## SUPPLIED MATERIAL
- - - - -

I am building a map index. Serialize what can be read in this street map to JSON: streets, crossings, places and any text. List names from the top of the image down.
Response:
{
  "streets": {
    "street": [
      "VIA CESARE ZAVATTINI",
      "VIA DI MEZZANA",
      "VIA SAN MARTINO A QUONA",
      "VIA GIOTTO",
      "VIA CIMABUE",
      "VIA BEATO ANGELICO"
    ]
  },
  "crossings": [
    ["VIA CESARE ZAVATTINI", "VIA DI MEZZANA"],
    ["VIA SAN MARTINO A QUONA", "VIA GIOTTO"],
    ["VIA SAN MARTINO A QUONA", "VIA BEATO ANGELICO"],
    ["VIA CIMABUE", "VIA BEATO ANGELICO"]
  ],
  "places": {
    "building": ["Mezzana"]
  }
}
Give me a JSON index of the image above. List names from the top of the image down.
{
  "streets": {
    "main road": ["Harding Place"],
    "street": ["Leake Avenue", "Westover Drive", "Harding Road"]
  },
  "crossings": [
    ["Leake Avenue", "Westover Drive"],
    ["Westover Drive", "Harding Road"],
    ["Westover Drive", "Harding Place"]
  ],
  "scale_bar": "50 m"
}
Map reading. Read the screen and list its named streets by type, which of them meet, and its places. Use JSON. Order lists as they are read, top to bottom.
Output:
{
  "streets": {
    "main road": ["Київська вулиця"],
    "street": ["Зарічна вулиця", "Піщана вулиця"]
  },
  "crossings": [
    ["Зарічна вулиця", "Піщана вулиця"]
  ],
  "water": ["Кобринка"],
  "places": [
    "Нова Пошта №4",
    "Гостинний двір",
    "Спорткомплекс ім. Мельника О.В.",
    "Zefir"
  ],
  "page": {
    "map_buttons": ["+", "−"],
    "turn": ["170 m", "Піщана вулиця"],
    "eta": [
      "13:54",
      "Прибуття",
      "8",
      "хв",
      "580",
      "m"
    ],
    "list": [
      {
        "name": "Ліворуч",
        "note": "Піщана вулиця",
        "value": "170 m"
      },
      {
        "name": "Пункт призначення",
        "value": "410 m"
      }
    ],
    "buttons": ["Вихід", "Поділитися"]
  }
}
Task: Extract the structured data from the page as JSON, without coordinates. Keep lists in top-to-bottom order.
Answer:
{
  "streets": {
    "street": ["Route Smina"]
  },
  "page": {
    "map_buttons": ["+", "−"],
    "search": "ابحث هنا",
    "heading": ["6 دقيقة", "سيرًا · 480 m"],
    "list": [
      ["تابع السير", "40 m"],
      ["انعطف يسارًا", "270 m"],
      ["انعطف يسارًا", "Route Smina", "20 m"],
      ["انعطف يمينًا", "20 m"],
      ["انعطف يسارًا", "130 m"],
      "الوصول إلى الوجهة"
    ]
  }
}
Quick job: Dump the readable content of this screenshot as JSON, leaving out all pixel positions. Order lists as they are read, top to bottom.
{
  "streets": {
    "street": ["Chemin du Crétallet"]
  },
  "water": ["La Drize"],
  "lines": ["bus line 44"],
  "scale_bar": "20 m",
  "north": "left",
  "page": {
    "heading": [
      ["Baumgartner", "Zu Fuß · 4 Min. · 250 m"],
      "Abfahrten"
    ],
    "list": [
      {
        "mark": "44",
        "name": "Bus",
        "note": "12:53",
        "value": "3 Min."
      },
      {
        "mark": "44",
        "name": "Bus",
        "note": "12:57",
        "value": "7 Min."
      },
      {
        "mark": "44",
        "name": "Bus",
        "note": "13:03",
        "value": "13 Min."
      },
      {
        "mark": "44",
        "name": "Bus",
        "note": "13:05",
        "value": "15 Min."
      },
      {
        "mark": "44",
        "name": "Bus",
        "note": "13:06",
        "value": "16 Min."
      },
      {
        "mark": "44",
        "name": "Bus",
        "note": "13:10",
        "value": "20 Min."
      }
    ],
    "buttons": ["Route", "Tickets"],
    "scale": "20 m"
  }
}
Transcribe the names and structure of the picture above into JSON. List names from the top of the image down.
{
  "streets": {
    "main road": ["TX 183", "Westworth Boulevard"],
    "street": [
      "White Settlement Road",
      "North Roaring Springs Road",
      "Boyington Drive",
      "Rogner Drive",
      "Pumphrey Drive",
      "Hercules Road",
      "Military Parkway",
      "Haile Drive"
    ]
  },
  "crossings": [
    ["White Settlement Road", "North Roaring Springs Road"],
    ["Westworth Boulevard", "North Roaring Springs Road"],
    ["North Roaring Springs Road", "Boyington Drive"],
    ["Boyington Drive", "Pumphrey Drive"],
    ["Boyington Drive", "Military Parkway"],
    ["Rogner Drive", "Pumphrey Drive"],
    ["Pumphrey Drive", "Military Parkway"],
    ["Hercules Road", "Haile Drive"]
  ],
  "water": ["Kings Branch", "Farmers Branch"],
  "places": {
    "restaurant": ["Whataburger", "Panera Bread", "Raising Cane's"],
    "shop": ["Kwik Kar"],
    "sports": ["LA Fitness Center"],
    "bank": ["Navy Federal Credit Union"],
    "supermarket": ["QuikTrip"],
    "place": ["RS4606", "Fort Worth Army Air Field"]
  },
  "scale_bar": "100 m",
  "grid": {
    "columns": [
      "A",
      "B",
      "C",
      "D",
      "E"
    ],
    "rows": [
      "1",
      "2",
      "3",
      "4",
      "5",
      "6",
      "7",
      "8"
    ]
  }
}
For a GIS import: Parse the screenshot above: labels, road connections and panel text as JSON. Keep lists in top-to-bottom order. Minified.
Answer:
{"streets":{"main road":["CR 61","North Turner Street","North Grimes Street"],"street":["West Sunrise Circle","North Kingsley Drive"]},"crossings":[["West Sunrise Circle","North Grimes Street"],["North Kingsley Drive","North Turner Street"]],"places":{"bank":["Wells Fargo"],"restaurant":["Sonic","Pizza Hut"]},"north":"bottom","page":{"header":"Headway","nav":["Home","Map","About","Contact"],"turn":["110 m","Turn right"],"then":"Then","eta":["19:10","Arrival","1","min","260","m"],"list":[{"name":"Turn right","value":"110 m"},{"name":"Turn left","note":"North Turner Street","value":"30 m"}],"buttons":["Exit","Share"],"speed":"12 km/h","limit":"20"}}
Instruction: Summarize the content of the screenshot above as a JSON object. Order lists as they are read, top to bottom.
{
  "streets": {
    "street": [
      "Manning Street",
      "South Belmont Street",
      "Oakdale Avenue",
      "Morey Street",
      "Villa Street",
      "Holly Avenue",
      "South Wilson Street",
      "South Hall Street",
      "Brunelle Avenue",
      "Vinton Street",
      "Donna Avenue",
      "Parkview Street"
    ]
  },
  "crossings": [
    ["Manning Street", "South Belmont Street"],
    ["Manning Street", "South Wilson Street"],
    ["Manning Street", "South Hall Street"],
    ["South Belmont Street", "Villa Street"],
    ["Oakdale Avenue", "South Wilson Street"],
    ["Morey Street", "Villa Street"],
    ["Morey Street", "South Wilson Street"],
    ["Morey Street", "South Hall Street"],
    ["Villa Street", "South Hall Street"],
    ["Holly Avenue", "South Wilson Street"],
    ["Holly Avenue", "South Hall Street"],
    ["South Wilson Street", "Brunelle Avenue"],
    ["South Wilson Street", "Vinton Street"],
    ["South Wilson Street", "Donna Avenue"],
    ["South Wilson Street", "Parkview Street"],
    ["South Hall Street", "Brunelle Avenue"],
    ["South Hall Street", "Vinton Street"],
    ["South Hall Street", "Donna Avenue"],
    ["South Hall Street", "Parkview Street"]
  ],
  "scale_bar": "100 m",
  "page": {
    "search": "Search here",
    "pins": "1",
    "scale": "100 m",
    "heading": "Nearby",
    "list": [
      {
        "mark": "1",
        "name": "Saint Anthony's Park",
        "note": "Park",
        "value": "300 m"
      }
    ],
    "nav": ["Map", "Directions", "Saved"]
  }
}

- - - - -

## REQUIRED ACTION
In the listing, how many lines have the word "Keep"? Write only that number.

## OUTPUT
2